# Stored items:
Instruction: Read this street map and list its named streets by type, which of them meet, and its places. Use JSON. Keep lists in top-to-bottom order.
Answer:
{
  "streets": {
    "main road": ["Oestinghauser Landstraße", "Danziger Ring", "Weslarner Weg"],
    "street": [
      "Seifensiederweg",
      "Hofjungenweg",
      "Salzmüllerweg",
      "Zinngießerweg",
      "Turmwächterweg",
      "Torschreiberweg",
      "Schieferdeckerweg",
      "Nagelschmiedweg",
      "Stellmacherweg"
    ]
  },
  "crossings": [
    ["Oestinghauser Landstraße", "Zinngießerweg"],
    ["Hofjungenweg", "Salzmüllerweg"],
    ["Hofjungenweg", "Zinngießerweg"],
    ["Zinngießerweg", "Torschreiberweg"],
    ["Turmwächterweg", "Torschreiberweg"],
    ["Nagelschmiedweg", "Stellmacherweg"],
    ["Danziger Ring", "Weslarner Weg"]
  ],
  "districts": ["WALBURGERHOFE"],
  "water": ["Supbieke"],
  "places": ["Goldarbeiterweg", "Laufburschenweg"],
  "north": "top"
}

# Exercise description:
Nothing should be missing: every line above must be reproduced exactly.

# Exercise result:
Instruction: Read this street map and list its named streets by type, which of them meet, and its places. Use JSON. Keep lists in top-to-bottom order.
Answer:
{
  "streets": {
    "main road": ["Oestinghauser Landstraße", "Danziger Ring", "Weslarner Weg"],
    "street": [
      "Seifensiederweg",
      "Hofjungenweg",
      "Salzmüllerweg",
      "Zinngießerweg",
      "Turmwächterweg",
      "Torschreiberweg",
      "Schieferdeckerweg",
      "Nagelschmiedweg",
      "Stellmacherweg"
    ]
  },
  "crossings": [
    ["Oestinghauser Landstraße", "Zinngießerweg"],
    ["Hofjungenweg", "Salzmüllerweg"],
    ["Hofjungenweg", "Zinngießerweg"],
    ["Zinngießerweg", "Torschreiberweg"],
    ["Turmwächterweg", "Torschreiberweg"],
    ["Nagelschmiedweg", "Stellmacherweg"],
    ["Danziger Ring", "Weslarner Weg"]
  ],
  "districts": ["WALBURGERHOFE"],
  "water": ["Supbieke"],
  "places": ["Goldarbeiterweg", "Laufburschenweg"],
  "north": "top"
}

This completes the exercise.